━━━━━ INPUT RECORDS

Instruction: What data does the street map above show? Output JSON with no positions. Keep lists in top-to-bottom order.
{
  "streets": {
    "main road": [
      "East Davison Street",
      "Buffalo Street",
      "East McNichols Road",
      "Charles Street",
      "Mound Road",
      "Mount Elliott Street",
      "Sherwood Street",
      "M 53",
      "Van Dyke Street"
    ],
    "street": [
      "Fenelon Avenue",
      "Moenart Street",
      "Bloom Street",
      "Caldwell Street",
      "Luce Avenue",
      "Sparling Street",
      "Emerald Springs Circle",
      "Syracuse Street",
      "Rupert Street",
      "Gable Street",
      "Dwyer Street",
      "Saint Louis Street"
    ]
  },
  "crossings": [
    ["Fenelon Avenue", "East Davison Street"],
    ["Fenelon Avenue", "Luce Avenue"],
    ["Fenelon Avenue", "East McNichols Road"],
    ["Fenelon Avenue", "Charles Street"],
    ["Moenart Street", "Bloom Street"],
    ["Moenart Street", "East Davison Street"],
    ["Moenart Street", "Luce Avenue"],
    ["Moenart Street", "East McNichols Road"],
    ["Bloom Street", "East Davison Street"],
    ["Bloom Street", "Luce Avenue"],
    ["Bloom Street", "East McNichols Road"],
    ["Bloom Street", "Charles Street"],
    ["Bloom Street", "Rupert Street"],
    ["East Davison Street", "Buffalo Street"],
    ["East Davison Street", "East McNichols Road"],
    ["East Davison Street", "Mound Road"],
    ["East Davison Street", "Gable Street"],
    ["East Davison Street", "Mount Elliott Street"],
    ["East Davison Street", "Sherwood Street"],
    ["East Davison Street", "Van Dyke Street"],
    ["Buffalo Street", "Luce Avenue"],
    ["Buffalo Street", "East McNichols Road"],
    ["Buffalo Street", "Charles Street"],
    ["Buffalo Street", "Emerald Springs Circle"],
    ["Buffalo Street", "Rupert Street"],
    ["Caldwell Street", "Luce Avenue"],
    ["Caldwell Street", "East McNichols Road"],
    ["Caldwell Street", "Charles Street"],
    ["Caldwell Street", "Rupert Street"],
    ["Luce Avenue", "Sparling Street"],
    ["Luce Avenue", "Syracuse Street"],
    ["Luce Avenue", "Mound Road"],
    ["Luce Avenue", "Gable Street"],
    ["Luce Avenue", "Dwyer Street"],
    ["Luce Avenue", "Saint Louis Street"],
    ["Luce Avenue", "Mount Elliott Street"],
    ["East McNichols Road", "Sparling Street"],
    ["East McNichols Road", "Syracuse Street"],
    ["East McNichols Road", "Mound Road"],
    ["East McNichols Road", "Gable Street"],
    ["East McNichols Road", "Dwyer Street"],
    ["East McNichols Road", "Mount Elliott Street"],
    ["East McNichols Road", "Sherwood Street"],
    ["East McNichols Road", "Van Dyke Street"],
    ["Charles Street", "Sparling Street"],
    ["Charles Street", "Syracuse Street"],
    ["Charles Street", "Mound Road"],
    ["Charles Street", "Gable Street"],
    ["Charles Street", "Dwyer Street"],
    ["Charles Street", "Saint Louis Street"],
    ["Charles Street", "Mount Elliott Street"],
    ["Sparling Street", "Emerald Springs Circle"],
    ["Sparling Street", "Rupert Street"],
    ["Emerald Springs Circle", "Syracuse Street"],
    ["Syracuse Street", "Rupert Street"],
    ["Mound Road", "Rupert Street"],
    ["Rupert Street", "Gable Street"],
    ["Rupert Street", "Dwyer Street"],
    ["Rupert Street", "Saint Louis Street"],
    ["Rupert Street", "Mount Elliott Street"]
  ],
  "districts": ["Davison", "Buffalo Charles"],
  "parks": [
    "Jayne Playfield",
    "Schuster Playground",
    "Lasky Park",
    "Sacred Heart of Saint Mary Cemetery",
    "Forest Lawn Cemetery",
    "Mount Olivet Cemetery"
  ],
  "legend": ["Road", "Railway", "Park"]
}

━━━━━━━━━━

*EXERCISE DESCRIPTION:* Lines above that have "Dyke": copy each of them.

*ANSWER TO THE PROBLEM:*
      "Van Dyke Street"
    ["East Davison Street", "Van Dyke Street"],
    ["East McNichols Road", "Van Dyke Street"],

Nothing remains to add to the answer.